[[ DATA UNDER STUDY open ]]
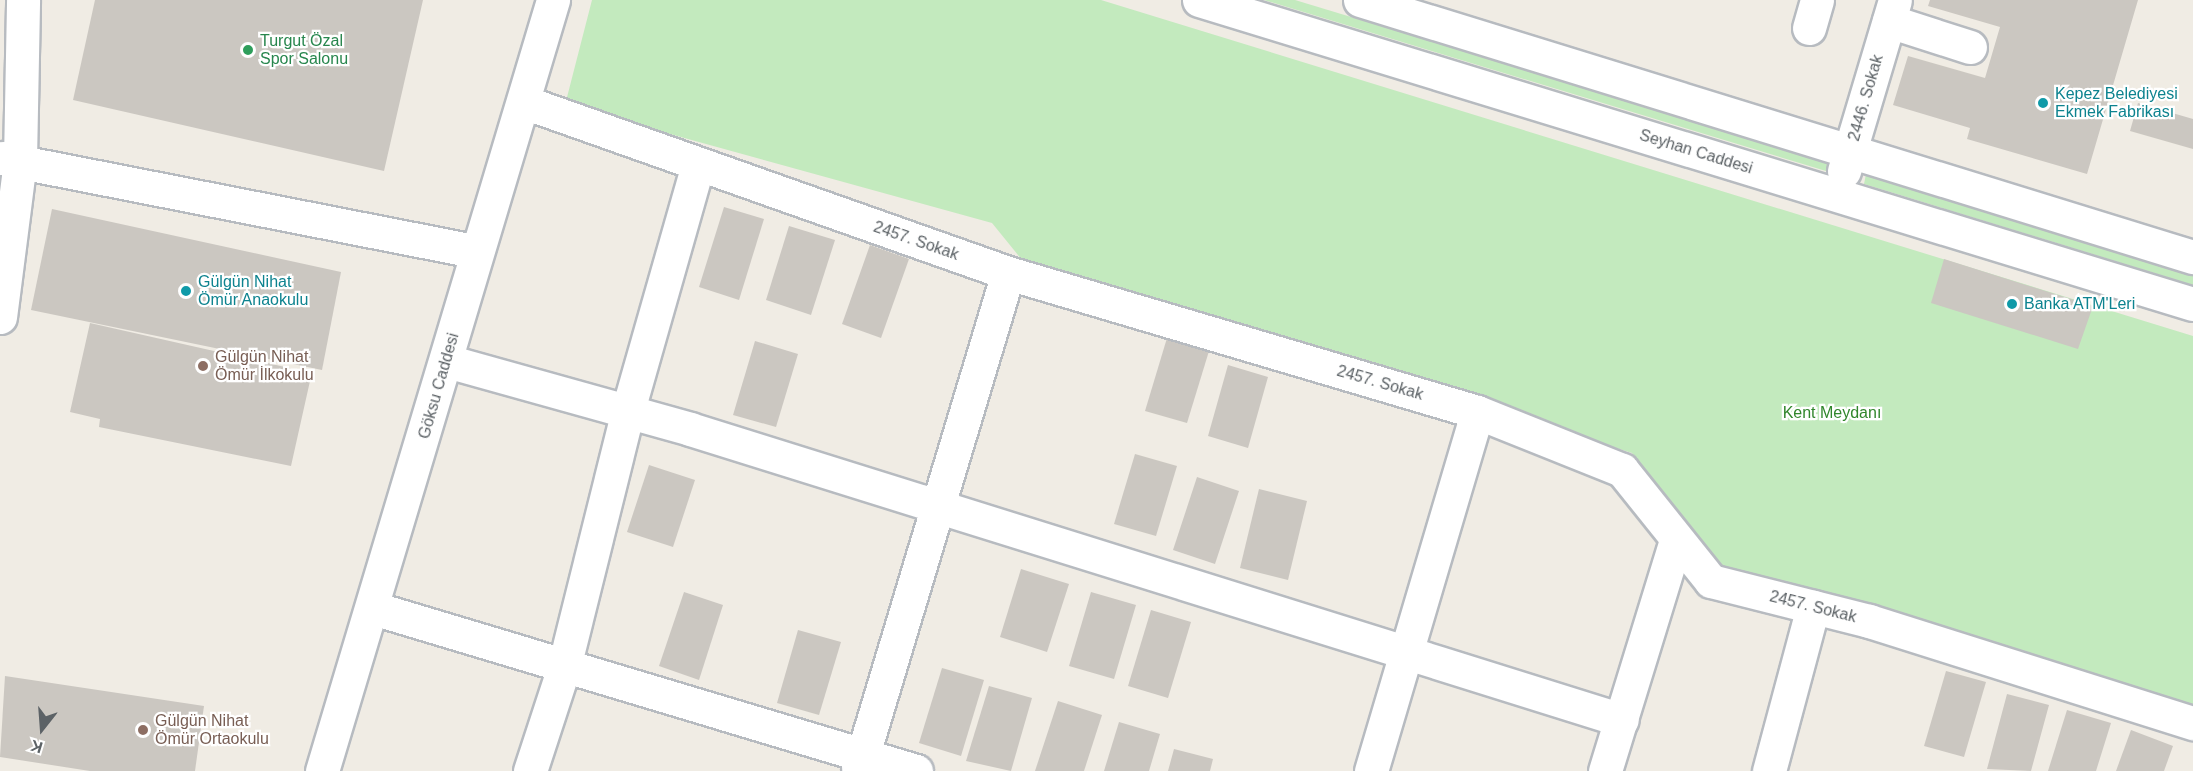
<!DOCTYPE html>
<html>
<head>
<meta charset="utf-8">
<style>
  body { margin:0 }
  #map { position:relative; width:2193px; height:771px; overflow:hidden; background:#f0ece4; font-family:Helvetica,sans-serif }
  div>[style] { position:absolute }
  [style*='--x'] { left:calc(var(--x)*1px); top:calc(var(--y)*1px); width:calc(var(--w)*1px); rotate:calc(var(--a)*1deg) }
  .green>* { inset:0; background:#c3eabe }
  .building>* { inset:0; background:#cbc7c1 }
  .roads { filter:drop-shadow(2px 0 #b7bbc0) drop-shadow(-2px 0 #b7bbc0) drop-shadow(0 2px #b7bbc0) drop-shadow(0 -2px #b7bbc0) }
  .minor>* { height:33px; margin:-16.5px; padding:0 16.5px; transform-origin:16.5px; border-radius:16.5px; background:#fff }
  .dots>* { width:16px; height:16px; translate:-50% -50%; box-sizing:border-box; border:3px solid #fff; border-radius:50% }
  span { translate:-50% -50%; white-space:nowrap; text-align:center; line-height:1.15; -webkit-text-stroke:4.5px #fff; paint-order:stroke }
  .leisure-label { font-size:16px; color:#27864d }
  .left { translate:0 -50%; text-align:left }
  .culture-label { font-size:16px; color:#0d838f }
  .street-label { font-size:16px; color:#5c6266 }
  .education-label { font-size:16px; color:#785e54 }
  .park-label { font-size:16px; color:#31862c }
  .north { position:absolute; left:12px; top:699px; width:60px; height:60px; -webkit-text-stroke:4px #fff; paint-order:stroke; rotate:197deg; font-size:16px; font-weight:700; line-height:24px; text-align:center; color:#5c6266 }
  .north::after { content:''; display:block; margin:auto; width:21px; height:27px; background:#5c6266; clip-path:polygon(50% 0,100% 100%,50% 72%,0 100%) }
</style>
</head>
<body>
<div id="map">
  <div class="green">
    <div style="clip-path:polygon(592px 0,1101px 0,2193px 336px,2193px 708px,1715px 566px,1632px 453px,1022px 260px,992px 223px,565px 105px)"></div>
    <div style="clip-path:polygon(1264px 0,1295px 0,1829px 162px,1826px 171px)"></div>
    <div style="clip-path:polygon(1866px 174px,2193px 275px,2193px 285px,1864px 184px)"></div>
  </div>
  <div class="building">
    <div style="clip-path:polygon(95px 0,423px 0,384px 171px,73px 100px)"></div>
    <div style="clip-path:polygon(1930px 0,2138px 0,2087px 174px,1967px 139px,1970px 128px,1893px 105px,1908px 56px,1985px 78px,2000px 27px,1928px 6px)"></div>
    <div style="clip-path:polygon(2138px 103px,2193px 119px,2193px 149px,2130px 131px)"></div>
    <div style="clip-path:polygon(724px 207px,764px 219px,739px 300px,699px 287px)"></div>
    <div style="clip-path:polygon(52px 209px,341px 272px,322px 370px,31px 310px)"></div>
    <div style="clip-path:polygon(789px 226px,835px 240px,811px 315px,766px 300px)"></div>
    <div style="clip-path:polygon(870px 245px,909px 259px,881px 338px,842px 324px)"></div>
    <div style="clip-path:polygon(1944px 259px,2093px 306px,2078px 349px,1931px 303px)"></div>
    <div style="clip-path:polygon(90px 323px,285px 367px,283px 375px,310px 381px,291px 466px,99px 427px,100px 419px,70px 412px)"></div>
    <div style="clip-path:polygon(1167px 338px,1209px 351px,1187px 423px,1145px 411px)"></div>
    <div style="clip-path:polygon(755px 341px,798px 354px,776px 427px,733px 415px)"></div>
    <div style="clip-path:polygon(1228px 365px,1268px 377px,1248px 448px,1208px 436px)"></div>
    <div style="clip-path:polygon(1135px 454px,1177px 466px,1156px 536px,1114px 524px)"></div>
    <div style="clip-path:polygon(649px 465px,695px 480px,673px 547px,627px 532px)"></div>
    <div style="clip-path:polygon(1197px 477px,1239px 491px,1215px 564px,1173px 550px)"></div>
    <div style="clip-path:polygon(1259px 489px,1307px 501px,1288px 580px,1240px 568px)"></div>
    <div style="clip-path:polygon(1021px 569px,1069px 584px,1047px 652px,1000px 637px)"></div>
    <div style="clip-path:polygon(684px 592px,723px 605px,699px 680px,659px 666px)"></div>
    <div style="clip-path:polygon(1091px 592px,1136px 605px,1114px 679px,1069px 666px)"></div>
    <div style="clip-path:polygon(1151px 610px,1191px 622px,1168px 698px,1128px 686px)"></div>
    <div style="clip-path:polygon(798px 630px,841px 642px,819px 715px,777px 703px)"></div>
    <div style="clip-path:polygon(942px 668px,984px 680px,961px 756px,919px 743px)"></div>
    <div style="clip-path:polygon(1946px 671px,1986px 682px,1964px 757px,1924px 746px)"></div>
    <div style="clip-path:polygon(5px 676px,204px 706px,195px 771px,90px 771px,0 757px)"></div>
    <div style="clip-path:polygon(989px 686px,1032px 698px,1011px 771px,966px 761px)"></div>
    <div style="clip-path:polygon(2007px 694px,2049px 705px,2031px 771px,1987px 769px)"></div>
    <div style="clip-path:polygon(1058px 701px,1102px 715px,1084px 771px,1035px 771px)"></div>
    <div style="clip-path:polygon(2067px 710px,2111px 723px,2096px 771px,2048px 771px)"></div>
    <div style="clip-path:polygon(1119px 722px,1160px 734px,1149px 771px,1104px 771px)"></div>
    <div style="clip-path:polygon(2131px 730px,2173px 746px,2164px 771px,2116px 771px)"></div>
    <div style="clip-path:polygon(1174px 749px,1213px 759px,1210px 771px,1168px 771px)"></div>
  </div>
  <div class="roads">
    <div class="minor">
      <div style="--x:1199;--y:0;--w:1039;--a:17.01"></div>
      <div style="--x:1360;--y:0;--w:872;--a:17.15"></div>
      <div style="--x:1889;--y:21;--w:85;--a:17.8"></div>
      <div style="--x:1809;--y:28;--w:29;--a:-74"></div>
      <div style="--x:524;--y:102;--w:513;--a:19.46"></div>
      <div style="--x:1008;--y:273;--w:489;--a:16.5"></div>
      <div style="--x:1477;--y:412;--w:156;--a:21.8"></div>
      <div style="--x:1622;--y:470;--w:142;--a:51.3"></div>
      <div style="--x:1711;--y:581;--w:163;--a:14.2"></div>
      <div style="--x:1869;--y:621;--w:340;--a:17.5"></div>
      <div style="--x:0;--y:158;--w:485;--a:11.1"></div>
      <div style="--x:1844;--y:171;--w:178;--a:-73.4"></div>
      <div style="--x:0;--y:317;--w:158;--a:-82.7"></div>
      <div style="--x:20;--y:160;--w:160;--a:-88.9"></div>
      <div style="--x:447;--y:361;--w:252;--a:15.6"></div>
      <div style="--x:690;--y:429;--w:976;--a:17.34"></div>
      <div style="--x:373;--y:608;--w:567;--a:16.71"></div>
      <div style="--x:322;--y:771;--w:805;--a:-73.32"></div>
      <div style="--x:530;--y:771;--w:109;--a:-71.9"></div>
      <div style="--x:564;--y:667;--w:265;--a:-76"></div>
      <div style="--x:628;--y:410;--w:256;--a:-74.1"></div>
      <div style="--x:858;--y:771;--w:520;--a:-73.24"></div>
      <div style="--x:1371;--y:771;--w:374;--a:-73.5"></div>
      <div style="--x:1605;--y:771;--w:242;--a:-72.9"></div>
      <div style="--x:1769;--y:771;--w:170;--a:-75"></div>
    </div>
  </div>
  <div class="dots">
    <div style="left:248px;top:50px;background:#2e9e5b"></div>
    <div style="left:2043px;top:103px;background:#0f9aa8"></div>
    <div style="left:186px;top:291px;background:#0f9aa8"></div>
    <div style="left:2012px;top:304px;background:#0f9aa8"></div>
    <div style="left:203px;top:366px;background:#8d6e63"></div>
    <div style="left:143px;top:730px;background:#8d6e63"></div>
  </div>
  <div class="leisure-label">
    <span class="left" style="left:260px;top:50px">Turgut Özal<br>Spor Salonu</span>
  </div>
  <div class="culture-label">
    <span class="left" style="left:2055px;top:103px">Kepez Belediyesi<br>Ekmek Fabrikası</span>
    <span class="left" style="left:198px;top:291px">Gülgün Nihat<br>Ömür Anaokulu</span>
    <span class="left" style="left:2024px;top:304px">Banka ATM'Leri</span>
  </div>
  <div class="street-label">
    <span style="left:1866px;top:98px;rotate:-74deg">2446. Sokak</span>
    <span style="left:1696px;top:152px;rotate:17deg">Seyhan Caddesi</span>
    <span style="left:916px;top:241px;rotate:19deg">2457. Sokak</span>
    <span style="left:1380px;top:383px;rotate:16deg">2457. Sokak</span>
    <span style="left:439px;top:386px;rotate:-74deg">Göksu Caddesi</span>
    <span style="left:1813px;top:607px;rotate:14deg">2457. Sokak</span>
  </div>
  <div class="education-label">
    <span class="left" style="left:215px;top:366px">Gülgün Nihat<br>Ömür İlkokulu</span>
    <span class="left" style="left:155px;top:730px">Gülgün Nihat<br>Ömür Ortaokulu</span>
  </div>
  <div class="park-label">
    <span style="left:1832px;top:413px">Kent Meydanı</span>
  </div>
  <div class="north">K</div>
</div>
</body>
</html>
[[ DATA UNDER STUDY closed ]]
[[ DATA UNDER STUDY open ]]
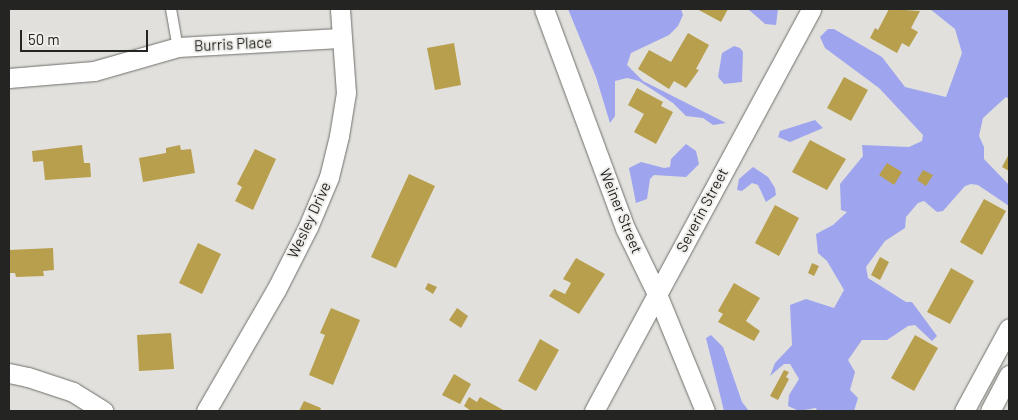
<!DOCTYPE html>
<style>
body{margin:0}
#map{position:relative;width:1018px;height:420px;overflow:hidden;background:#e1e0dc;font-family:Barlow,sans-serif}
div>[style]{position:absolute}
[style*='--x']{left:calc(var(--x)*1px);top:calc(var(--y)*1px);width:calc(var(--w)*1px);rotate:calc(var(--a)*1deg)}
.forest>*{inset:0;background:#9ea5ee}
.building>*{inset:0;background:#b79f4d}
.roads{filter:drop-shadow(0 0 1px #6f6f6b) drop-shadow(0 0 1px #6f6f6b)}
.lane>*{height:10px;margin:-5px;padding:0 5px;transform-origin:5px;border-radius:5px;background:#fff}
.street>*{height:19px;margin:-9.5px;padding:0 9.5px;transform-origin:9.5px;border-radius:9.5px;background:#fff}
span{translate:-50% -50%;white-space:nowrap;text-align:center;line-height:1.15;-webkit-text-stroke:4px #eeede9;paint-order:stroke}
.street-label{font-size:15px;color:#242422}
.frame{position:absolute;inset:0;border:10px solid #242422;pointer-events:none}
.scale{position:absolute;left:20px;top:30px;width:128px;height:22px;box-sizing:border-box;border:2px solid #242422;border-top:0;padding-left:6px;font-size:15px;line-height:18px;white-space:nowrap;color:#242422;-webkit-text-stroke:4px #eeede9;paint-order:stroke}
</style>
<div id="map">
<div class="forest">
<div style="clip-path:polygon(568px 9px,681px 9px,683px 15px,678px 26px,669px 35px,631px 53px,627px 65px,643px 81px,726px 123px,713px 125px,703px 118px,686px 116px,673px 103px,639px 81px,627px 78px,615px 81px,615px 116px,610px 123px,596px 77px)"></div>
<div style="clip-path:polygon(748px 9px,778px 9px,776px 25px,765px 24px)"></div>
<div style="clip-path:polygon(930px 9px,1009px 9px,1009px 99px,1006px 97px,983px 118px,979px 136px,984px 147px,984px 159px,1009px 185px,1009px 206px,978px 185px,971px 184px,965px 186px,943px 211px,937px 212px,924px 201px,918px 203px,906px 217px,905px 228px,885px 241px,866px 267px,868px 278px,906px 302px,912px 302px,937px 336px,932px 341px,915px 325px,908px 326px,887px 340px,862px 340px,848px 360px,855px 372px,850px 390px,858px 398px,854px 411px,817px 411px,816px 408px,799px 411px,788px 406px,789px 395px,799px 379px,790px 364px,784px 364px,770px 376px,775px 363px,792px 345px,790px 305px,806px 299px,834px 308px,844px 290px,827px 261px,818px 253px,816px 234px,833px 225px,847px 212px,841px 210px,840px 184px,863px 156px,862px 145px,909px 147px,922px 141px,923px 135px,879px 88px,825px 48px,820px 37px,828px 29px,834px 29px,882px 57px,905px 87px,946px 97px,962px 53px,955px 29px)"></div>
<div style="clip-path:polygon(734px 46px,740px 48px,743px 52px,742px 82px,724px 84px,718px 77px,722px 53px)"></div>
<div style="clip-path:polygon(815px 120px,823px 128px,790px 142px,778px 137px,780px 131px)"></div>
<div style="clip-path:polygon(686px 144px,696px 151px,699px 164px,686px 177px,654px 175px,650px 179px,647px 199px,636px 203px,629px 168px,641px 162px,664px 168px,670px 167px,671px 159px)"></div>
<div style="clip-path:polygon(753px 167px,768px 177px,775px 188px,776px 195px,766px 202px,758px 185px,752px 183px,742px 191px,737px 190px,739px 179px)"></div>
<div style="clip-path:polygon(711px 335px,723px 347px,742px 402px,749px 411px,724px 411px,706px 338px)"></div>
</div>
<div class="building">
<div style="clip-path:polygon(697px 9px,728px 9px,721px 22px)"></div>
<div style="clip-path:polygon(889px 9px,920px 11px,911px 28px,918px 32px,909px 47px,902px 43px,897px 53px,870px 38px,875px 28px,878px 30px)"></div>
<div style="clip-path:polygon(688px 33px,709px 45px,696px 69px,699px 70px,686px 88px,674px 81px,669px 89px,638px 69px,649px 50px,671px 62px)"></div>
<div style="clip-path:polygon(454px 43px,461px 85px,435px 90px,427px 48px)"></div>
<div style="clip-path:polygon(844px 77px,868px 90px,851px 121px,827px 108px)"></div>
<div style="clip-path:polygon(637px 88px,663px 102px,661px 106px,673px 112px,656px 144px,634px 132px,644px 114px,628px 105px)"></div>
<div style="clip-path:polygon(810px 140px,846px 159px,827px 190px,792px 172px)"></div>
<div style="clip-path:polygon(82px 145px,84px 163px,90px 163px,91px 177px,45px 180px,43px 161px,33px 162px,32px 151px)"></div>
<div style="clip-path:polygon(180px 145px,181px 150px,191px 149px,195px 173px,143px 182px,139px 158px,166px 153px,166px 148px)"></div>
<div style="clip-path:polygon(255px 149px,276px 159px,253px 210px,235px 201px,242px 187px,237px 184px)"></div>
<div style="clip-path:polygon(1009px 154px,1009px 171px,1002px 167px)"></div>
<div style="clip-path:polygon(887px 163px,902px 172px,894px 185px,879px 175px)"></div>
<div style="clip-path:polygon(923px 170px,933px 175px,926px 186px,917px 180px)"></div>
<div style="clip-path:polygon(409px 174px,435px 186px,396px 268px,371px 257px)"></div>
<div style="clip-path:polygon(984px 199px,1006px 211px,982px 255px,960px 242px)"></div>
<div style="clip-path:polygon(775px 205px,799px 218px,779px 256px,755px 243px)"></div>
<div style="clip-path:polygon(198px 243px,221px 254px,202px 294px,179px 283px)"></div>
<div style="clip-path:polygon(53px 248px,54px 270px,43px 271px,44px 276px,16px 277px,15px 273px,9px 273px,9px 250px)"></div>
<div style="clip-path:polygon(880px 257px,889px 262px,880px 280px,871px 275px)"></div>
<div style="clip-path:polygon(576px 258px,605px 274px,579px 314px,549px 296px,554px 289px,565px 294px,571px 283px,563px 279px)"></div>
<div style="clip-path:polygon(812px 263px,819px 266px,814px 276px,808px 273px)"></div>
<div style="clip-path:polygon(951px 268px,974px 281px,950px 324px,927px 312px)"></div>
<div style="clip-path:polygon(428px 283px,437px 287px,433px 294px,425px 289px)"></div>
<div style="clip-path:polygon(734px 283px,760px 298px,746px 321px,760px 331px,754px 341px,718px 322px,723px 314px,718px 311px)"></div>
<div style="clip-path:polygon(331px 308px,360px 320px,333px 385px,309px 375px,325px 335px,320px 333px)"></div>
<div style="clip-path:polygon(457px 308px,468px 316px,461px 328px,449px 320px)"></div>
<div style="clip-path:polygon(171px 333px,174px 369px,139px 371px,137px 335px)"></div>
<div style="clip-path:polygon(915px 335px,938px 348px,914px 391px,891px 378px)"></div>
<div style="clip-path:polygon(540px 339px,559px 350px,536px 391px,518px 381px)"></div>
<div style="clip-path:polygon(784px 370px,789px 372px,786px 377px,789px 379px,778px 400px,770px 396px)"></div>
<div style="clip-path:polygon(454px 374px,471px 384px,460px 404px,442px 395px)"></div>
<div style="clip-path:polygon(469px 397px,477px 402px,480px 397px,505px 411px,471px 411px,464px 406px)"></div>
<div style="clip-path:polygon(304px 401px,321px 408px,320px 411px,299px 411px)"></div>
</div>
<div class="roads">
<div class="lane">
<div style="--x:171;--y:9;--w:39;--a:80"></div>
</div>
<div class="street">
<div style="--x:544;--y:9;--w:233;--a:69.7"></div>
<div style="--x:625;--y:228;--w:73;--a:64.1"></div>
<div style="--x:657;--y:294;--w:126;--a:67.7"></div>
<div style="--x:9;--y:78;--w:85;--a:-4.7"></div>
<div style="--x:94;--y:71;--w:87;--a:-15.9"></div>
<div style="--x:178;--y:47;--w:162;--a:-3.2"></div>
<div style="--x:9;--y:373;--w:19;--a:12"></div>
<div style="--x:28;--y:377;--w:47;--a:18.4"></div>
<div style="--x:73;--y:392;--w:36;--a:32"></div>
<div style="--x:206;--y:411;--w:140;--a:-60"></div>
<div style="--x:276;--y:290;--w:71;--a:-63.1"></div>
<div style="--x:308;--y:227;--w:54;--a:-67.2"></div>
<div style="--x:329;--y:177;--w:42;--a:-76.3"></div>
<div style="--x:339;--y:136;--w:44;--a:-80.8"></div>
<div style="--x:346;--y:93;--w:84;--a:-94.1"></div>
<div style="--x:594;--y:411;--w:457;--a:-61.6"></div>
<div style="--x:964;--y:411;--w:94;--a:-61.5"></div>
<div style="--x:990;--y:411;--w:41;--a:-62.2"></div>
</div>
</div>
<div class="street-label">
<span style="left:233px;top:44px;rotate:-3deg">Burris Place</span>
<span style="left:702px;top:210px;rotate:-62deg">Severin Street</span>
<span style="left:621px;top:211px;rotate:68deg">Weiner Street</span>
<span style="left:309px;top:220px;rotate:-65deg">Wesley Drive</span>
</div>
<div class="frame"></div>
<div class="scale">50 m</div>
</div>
[[ DATA UNDER STUDY closed ]]
→ **INSTRUCTIONS FOR THE TASK**:
The exact lines of the material above starting at the one that contains "height:33px; margin:-16.5px; padding:0" and ending at the one that contains "width:16px; height:16px; translate:-50%" are what to retype; leave out everything else.

→ **RESULT OF THE EXERCISE**:
  .minor>* { height:33px; margin:-16.5px; padding:0 16.5px; transform-origin:16.5px; border-radius:16.5px; background:#fff }
  .dots>* { width:16px; height:16px; translate:-50% -50%; box-sizing:border-box; border:3px solid #fff; border-radius:50% }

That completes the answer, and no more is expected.